怪文書

オタクに幸あれ

「トキ消費」と5次元アイドル

「舞台の○○は、ウチの○○じゃないから」。

 以前『刀剣乱舞』ジャンルの友人から聞いたその言葉を、いまだ忘れられないでいる。一体何を言っているのか全くわからなかった。説明してもらいどうにか理解したのは、そのコンテンツが「パーソナライズ消費」を前提にしているということだった。

 

消費行動「モノ」「コト」「トキ」「パーソナライズ」

 所有することに重きを置いて消費活動をする「モノ消費」。

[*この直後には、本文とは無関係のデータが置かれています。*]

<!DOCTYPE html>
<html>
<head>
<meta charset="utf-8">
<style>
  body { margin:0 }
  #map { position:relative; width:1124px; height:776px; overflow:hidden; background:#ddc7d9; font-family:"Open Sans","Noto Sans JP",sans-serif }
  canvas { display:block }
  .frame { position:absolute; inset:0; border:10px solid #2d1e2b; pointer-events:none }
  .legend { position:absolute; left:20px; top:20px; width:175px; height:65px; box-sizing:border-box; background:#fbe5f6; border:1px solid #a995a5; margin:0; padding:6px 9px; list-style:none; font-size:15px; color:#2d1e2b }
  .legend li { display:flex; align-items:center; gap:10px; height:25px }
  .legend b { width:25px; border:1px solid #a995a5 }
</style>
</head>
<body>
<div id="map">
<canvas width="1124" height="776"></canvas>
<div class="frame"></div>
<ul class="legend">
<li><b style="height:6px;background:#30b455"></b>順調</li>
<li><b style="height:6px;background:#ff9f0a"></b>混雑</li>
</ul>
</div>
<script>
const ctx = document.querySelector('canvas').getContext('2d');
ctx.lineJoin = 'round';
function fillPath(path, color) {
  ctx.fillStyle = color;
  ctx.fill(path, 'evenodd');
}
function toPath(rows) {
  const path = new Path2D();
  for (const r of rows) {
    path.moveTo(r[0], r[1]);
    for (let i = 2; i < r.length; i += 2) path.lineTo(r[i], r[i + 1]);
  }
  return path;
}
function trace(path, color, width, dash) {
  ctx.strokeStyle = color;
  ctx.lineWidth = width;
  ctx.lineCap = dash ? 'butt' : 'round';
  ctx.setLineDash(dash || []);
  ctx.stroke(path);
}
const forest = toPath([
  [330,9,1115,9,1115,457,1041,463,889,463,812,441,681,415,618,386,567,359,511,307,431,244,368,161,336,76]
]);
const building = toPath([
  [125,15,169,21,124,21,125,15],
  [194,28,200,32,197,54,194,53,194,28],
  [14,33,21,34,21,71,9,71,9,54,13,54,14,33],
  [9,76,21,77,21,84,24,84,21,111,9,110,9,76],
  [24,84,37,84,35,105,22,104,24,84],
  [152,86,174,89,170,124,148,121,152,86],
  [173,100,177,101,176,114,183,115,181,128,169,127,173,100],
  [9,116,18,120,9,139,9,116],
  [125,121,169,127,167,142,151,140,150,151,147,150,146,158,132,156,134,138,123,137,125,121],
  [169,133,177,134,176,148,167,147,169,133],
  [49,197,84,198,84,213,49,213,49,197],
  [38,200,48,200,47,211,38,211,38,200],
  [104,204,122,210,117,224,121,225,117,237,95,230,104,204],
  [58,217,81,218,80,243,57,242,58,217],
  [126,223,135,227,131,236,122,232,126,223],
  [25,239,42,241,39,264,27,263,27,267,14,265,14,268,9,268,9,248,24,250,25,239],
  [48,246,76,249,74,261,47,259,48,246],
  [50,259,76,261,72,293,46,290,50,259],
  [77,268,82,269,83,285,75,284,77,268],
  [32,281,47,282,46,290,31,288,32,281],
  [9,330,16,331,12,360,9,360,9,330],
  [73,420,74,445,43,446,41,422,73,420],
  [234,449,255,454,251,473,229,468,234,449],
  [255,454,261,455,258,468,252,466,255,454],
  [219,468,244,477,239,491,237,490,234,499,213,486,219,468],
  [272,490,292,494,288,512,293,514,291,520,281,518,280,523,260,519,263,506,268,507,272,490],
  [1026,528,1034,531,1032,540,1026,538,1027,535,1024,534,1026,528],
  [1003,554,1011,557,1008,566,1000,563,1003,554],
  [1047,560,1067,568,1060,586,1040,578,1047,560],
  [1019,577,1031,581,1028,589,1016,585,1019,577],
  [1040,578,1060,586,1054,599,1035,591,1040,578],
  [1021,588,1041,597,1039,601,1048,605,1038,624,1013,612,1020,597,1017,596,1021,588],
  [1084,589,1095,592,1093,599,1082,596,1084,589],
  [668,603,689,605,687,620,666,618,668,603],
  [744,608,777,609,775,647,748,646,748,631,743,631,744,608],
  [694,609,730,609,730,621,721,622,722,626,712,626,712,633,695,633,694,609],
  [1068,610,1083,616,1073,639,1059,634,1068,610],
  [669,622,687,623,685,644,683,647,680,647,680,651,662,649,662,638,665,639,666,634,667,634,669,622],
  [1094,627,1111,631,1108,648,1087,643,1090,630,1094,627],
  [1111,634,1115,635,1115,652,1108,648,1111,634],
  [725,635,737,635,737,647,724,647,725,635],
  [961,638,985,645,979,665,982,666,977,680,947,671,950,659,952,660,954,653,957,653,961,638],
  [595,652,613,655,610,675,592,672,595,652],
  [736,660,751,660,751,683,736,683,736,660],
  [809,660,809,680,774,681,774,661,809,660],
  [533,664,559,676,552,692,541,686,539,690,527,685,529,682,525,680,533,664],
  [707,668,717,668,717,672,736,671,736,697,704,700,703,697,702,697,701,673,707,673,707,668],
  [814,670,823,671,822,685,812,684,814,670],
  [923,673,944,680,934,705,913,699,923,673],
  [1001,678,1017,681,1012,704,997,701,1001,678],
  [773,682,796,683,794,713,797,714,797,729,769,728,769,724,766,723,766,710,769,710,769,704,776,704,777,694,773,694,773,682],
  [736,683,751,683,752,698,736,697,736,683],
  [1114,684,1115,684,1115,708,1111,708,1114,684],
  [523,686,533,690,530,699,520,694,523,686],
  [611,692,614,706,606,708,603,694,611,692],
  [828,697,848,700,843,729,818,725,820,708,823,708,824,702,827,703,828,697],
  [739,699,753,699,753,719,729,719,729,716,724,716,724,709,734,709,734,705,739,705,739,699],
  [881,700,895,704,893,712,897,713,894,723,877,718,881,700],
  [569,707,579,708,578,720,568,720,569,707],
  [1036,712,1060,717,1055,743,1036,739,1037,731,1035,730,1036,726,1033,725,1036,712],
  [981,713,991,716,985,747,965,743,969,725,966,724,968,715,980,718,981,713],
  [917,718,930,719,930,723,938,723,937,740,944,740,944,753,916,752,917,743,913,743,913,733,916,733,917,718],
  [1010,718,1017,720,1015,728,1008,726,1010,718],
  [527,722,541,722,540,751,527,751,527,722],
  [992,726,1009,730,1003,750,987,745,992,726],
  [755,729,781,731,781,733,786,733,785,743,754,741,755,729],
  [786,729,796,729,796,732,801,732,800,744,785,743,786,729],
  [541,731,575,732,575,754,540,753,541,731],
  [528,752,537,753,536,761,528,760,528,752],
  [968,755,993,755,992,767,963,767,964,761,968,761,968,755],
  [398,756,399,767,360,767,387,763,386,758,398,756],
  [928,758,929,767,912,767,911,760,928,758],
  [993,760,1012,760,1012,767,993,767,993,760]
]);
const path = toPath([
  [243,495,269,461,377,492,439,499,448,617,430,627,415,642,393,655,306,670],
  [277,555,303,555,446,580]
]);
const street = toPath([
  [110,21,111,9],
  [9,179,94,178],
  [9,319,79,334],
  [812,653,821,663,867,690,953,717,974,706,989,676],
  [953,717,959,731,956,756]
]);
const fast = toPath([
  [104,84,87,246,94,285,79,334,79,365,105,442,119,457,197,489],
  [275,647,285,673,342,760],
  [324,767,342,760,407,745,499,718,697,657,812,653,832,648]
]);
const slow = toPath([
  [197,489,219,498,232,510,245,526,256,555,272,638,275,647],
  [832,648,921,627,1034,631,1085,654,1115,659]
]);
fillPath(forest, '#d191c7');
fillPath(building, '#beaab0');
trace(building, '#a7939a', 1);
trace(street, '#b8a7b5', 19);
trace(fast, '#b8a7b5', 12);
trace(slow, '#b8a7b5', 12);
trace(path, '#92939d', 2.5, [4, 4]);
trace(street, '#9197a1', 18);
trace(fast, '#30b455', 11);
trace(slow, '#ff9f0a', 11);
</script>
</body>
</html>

モノが溢れ豊かになった社会は、習い事や芸術鑑賞などといった、体験や経験にお金を使う「コト消費」を求めるようになった。

 そして、現在。「コト消費」をより発展させた「トキ消費」という言葉が生まれている。

「トキ消費」とは、体験や経験のなかでも、その瞬間しかできない体験を楽しむというものだ。「コト消費」との違いは、消費者が能動的で、単なる傍観者にはならない点。そして、一人や数人ではなく、大人数でその体験を共有する点だ。現実の、物理的なものだけではなく、SNSを介した体験も含まれるだろう。

 一方で、ニーズの多様化による「パーソナライズ消費」の展開も進む。先日、自分の髪質に合わせたトリートメントを調合してもらったのだが、これは完全に個のための消費行動と言える。パーソナルカラー診断やメイク講座なども同様だ。経験を人と共有する「トキ消費」と、自分だけのために消費活動をする「パーソナライズ消費」は対極にあると言えるだろう。

 

オタクコンテンツと消費行動

 オタクもイチ人間なので、様々な消費行動をしている。グッズ等を買い所有することは「モノ消費」、漫画を読んだり映画を観たりすることは「コト消費」だ。「トキ消費」には、ライブや、発声可能な映画上映などが含まれる。最近流行りの、好きなキャラクターをイメージしたカクテルや香水を作ることは「パーソナライズ消費」に当たるのだろう。

 そのような、現実にカネのかかる消費行動ではなく、作品自体の消費のされ方を考えていきたい。

 

パーソナライズ消費型オタクコンテンツ

 オタク向けの「パーソナライズ消費」型コンテンツ。その顕著なものが、冒頭で挙げた『刀剣乱舞』だろう。ファンの話を聞くに、2次元のキャラクターについては、ビジュアル等の基本設定がざっくりとあるだけで、ファンや各メディアがその中身を補完していいのだという。そのため、「ウチ(=自分の脳内設定)の○○、ヨソ(=他のファンの脳内設定や、アニメ・舞台等の設定)の○○」が存在する。多くのファンが「私にとって最も都合の良い○○くん」を作り上げ、それはそういう存在として受け入れているらしい。ひとりの友人は「自分の○○くんしか受け入れられないのでアニメや舞台は薄目で見ている」と言い、また別の友人は「自分以外のいろいろな○○くん解釈を見たいから、アニメも舞台も同人誌も全部楽しめる」と話す。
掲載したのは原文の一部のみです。